Teryn Mattox writes:
I was reminded by your recent post on propensity score matching of a nagging doubt I have about this methodology. It seems as though propensity score matching actually exacerbates selection bias. I do research on childhood interventions, and am considering using a matched design to compare the outcomes of children that did and did not receive the “treatment” of high quality preschool. But…if there are two families that are very similar in every observable way, but the parents still elected to put their kids in different preschool programs, doesn’t that mean that there must be that much more difference in unobservable characteristics between the two of them?
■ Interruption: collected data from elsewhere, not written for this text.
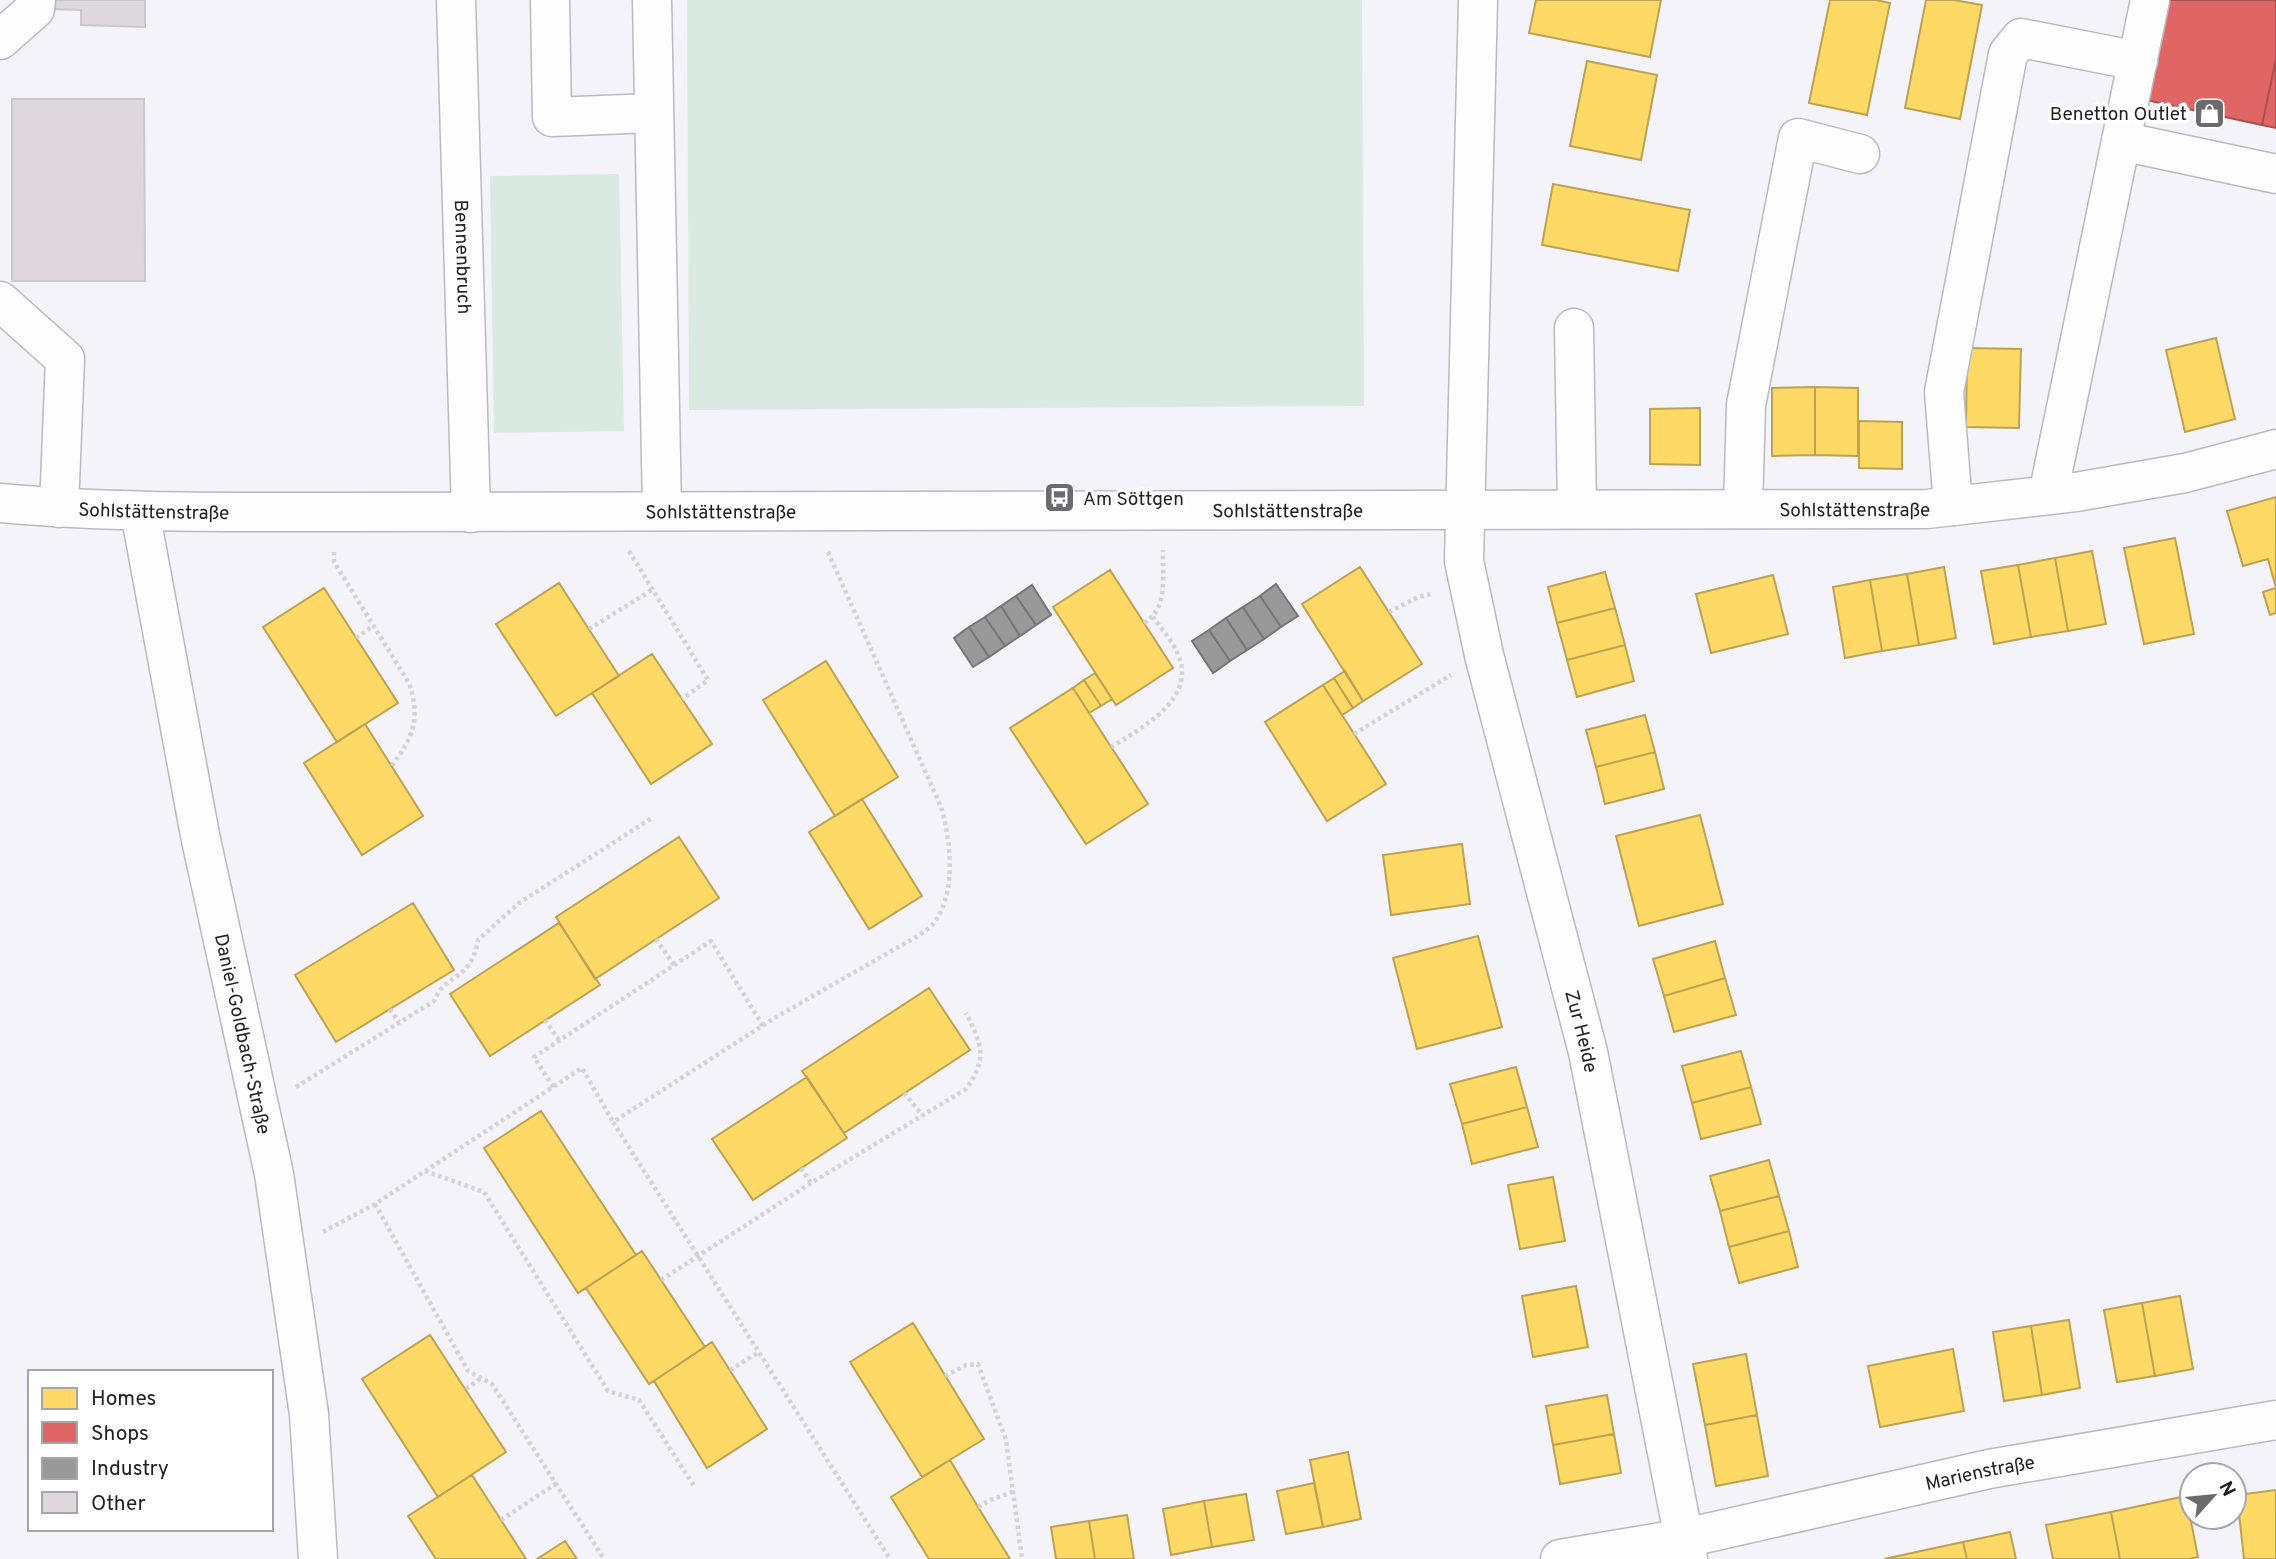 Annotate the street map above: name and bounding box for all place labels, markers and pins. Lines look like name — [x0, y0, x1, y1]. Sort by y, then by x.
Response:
shop icon: Benetton Outlet — [2193, 96, 2227, 130]
place label: Benetton Outlet — [2050, 103, 2187, 127]
bus stop icon: Am Söttgen — [1043, 481, 1077, 515]
place label: Am Söttgen — [1083, 488, 1184, 512] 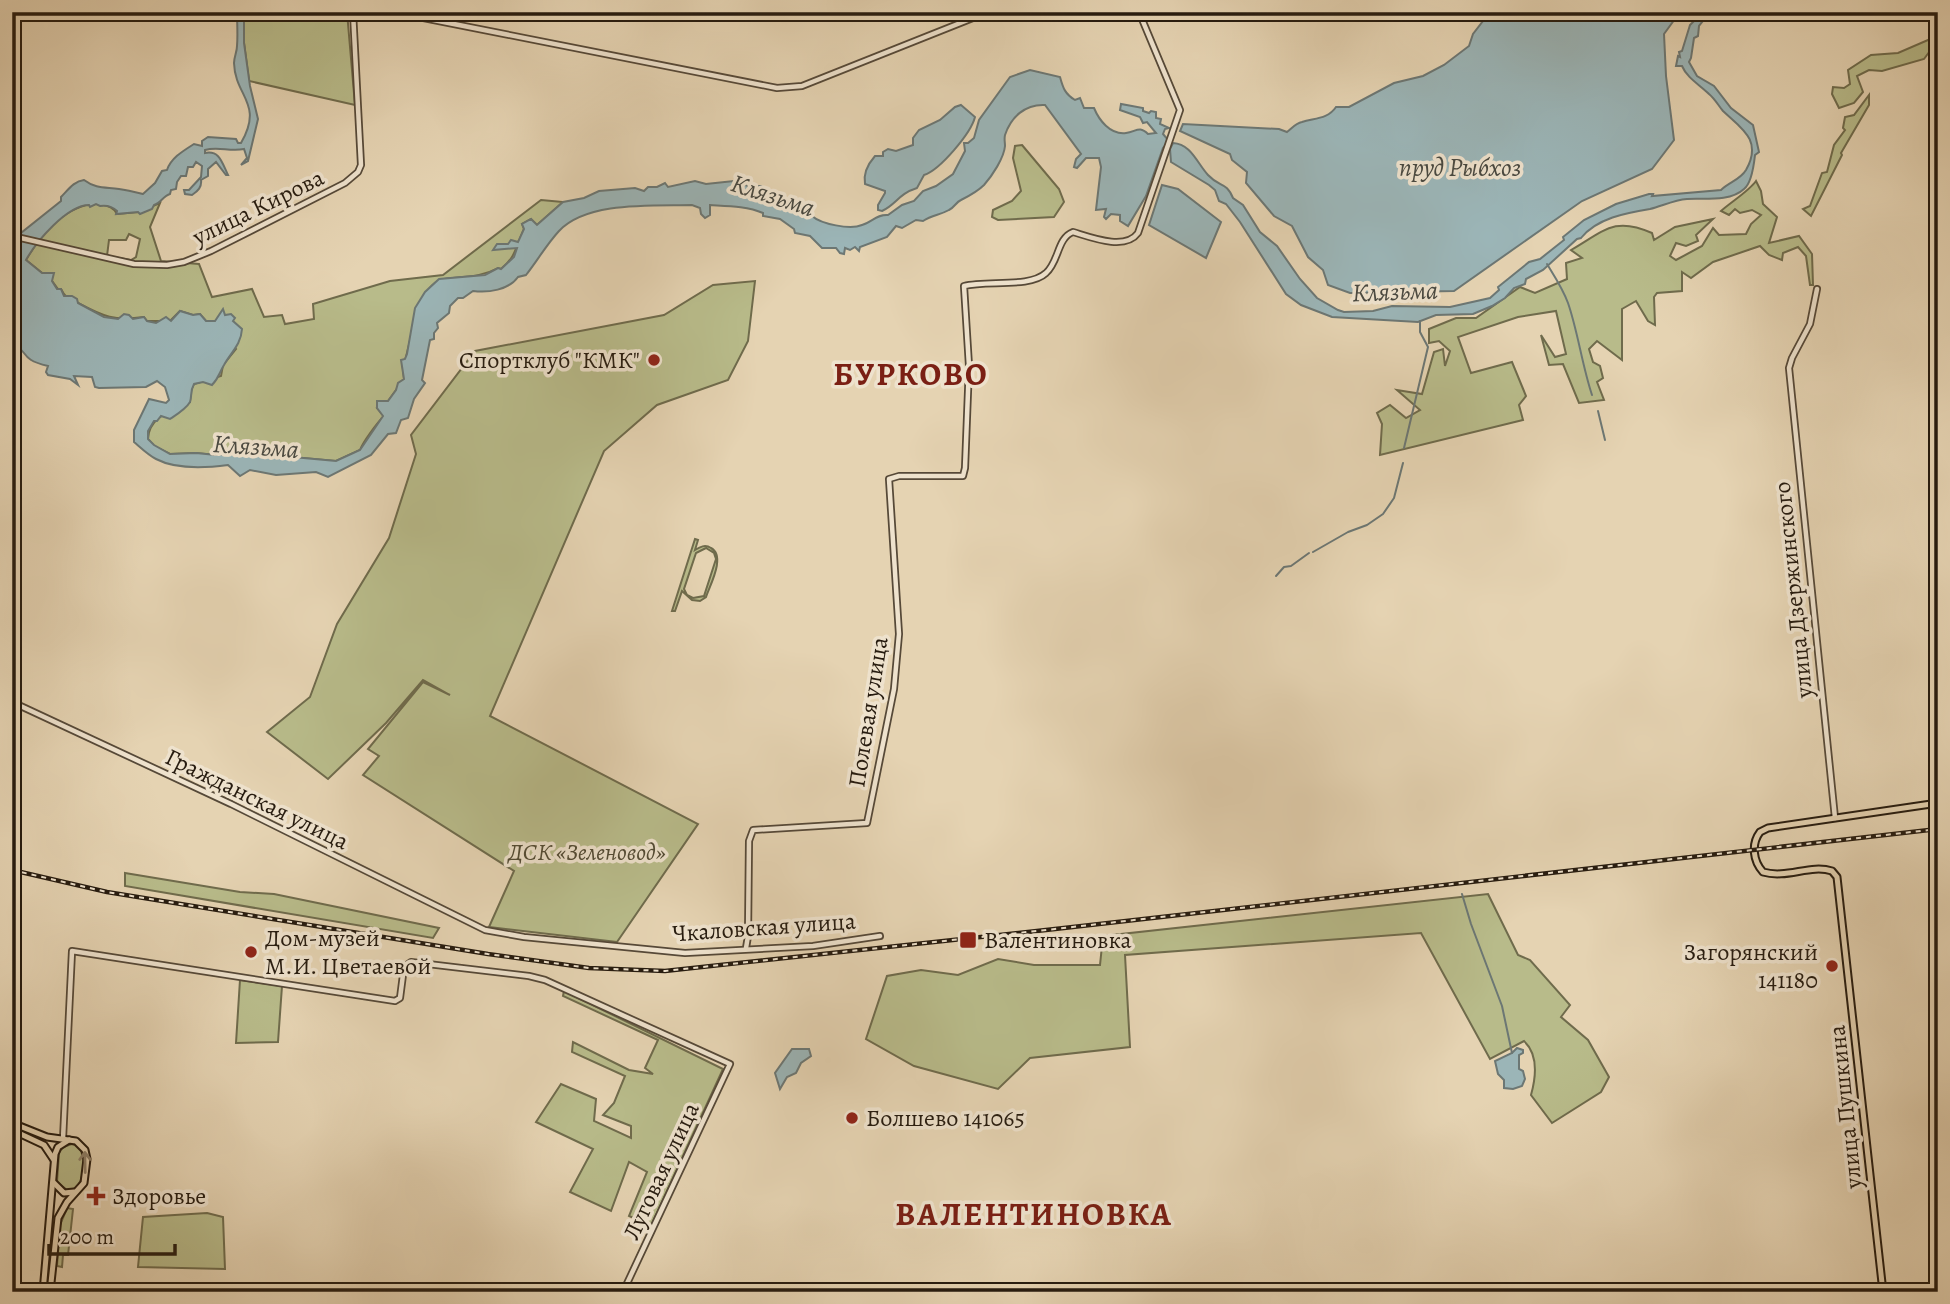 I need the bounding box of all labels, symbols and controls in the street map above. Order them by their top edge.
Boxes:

For example, we have very few highly educated families putting their kids in bad quality care – those few families must be doing something very different, no? So won’t we dramatically overestimate the treatment effect, even more than if we just did a simple OLS regression?
My response: First off, this isn’t anything specific to propensity scores, or even to matching; it also arises in regression or in any other situation where you’re controlling for pre-treatment variables. I’ll give two quick answers. First, it is generally recommended that you control for as many pretreatment variables as you can. In their classic article on matching for causal inference, Dehejia and Wahba emphasize the importance of controlling for enough variables (and they discuss what “enough” can mean in practice). Second, the hope when controlling for things (whether by regression modeling, matching, or other methods) is to reduce the selection bias that you’re referring to. I imagine there’ve been quite a few papers in statistics and econometrics discussing the conditions under which controlling for a pre-treatment variable reduces bias in estimated treatment effects.